Wenn im Namen des Christentums Sünde gerechtfertigt werden soll

22. Juli 2008 in Chronik


Konservative Anglikaner lehnen von Erzbischof Williams vorgelegten Grundkonsens ab und üben heftige Kritik: Erzbischof von Canterbury vernachlässigt die Lehre der Heiligen Schrift


Oxford (kath.net)
Traditionstreue anglikanische Bischöfe haben dem Projekt eines innerkirchlichen Grundlagenvertrages auf dem kleinsten Nenner eine Absage erteilt wie die Nachrichtenagentur APD in Basel berichtet. Erzbischöfe wichtiger Kirchenprovinzen betonten in einer in Oxford veröffentlichten Erklärung vom 18. Juli, der Versuch des Erzbischofs von Canterbury, Rowan Williams, zur Versöhnung der Anglikanischen Kirchengemeinschaft weise schwerwiegende Mängel auf. Der vom Ehrenprimas vorgelegte Entwurf eines "Anglican Covenant", einer Art gemeinsamer Glaubensbasis, konzentriere sich zu sehr auf die Kirche als Institution und vernachlässige die Lehren der Heiligen Schrift.

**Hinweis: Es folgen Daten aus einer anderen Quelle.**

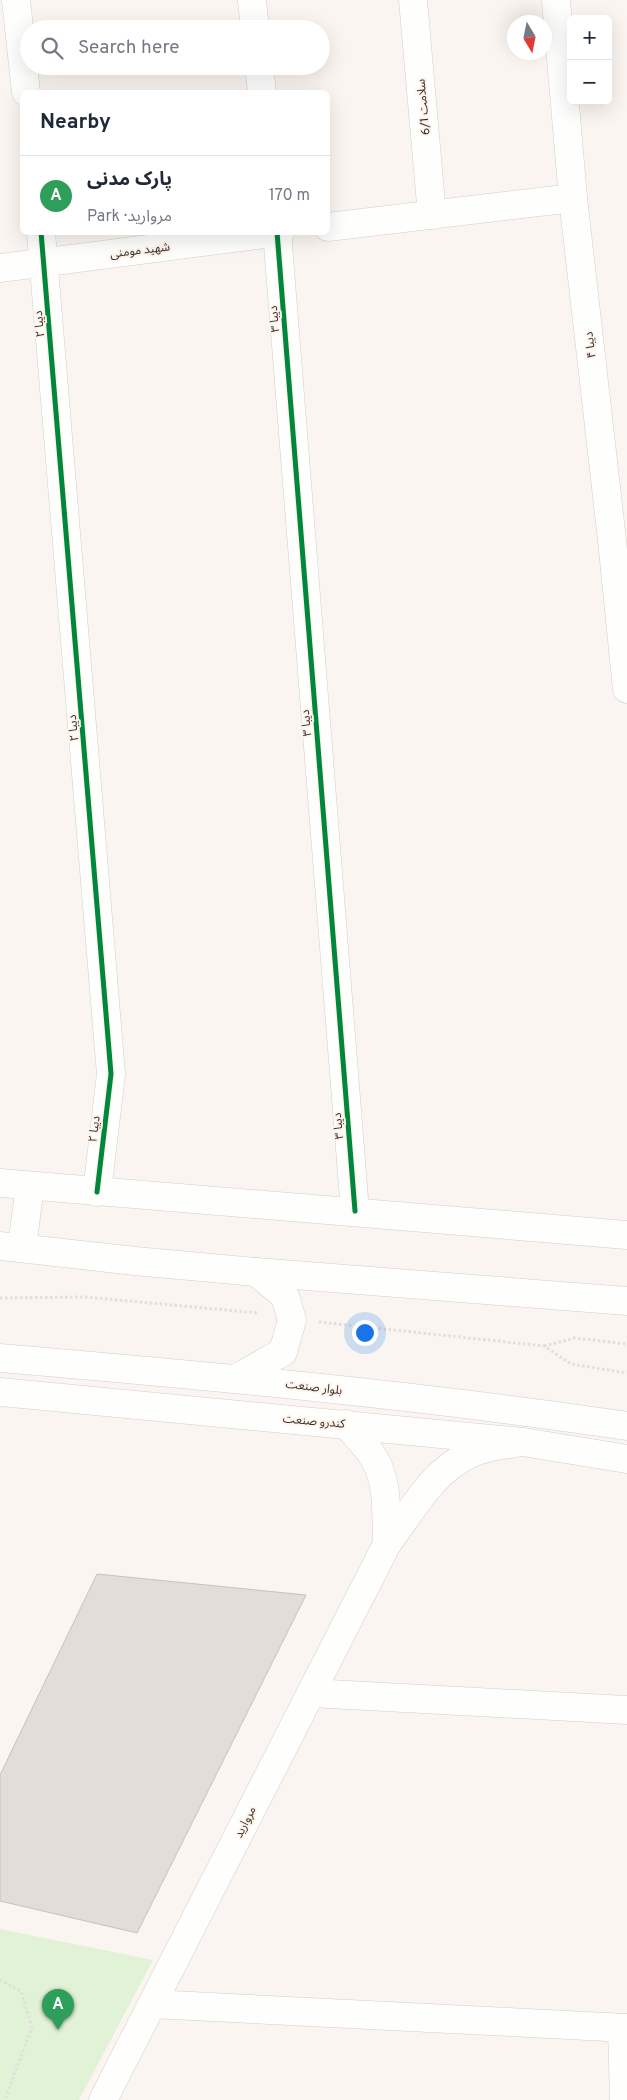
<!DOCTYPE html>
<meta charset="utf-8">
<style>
:root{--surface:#fff;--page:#f2f2f3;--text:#1f2937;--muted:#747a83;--line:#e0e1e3;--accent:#7c7671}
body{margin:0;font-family:Overpass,"Noto Sans Arabic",sans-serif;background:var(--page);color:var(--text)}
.controls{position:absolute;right:15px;top:15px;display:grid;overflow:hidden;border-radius:8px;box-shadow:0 5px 20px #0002}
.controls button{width:45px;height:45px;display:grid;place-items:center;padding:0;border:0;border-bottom:1px solid var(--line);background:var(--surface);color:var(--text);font:25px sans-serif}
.compass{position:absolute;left:507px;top:15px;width:45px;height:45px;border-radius:50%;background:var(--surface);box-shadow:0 5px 20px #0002;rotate:170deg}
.you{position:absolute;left:364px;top:1332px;width:18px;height:18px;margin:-12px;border:4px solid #fff;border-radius:50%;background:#1a73e8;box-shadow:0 0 0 8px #1a73e833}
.badge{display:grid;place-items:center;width:32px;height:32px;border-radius:50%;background:var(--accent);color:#fff;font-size:16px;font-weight:700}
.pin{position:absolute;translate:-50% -41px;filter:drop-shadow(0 1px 2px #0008)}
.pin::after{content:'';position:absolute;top:26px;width:18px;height:15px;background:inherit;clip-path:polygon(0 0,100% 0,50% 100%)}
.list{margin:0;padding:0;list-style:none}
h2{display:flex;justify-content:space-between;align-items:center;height:65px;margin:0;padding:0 20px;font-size:21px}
h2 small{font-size:16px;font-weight:400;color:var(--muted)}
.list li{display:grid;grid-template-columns:32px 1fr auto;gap:15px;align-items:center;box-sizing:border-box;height:80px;padding:0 20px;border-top:1px solid var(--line)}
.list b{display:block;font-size:19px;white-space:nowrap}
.list p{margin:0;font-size:16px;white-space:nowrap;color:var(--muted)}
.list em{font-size:16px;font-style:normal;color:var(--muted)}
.icon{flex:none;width:28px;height:28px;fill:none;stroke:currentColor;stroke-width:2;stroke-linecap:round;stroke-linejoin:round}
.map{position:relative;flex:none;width:627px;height:2100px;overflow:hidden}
.search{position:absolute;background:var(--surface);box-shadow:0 5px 20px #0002;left:20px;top:20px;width:310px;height:55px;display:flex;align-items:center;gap:12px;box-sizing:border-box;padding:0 18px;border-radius:28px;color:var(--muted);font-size:19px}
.panel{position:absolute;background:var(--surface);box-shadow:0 5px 20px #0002;left:20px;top:90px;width:310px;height:145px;border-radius:8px}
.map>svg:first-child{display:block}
.green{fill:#e2f2d6}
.building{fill:#e2ddd8;stroke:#c6c1bc}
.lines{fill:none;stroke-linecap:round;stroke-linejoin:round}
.minor-casing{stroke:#d4cec9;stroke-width:29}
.major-casing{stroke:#d4cec9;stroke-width:29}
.path{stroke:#e0dfdd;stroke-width:3;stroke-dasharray:2.5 2.5;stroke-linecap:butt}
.minor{stroke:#fefefd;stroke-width:28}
.major{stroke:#fefefd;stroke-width:28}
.cycleway-casing{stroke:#fef4ec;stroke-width:8}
.cycleway{stroke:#00873e;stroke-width:5}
.labels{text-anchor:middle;stroke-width:4;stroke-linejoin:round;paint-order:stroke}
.street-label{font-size:12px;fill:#38322c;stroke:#fef4ec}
</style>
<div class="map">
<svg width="627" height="2100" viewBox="0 0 627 2100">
<rect width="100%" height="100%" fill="#faf5f0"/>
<polygon class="green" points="0,1929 153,1960 79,2100 0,2100"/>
<polygon class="building" points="97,1574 306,1595 137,1933 0,1901 0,1775"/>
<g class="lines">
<g class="minor-casing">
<g id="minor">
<polyline points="16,0 26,92"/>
<polyline points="252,0 255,29"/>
<polyline points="413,0 432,215"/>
<polyline points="556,0 573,198 612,540 627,689"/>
<polyline points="259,66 262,92"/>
<polyline points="328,227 573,198"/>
<polyline points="41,232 111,1074 97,1192"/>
<polyline points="277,232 355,1211"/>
<polyline points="0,268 280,232"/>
<polyline points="0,1183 627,1235"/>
<polyline points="0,1392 523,1442 627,1459"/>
<path d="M346,1424C358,1438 374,1453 380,1471C388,1494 386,1520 387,1544"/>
<polyline points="311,1693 627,1710"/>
<polyline points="152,2004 627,2028"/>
<polyline points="622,2028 624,2100"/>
<path d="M103,2100L387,1544C411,1512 432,1471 470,1454C486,1446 505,1445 523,1442"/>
</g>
</g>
<g class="major-casing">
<g id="major">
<polyline points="0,1246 135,1261 256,1272 627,1301"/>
<polyline points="22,1247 30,1186"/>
<path d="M0,1358C210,1376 419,1395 627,1426"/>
<polyline points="237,1378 283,1352 292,1320 285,1296 256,1272"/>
</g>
</g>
<g class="path">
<polyline points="0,1298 85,1297 259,1313"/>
<polyline points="319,1322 544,1346 571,1364 627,1373"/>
<polyline points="544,1346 575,1338 627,1344"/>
<polyline points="0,1980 21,1991 32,2027 5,2100"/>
</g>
<use href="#minor" class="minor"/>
<use href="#major" class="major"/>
<g class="cycleway-casing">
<g id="cycleway">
<polyline points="41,232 111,1074 97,1192"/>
<polyline points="277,232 355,1211"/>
</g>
</g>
<use href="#cycleway" class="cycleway"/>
</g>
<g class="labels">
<g class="street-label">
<text transform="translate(423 107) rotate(-95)" y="4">سلامت 6/1</text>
<text transform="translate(140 250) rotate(-7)" y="4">شهید مومنی</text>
<text transform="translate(274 319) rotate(-95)" y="4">دیبا ۳</text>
<text transform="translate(39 324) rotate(-95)" y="4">دیبا ۲</text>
<text transform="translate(590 345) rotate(-97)" y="4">دیبا ۴</text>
<text transform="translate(306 723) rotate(-95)" y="4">دیبا ۳</text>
<text transform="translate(73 728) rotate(-95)" y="4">دیبا ۲</text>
<text transform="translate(338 1126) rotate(-95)" y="4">دیبا ۳</text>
<text transform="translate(94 1129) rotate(-83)" y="4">دیبا ۲</text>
<text transform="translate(314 1387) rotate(7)" y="4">بلوار صنعت</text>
<text transform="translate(314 1421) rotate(5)" y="4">کندرو صنعت</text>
<text transform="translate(245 1822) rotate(-63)" y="4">مروارید</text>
</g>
</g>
</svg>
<div class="controls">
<button>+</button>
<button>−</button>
</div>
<svg class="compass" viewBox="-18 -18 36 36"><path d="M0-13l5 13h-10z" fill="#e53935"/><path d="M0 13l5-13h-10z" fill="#747a83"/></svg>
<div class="you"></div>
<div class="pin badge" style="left:58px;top:2030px;background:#2e9e5b">A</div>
<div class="search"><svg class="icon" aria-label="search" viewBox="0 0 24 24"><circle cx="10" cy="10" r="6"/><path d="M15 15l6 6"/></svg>Search here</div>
<section class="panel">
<h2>Nearby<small></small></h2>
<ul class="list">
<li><span class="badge" style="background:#2e9e5b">A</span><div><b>پارک مدنی</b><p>Park · مروارید</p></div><em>170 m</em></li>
</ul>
</section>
</div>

Die mehrheitlich aus Afrika und Südasien stammenden Unterzeichner sprechen im Namen der Teilnehmer der Globalen Anglikanischen Zukunfts-Konferenz (GAFCON), die im Juni in Jerusalem tagte. Sie kritisieren vor allem die "Autonomie", die Erzbischof Williams einzelnen Kirchenprovinzen wie der Episkopalkirche der Vereinigten Staaten von Amerika oder der Anglikanischen Kirche von Kanada zugestehe. Diese Kirchen stünden im Bereich der Sexualmoral im Widerspruch zur Heiligen Schrift. Der jetzige dramatische Streit innerhalb der Anglikanischen Kirchengemeinschaft hatte sich 2003 an der Ernennung des bekennenden Homosexuellen Gene Robinson zum Bischof von New Hampshire (USA) mit neuer Heftigkeit entfacht.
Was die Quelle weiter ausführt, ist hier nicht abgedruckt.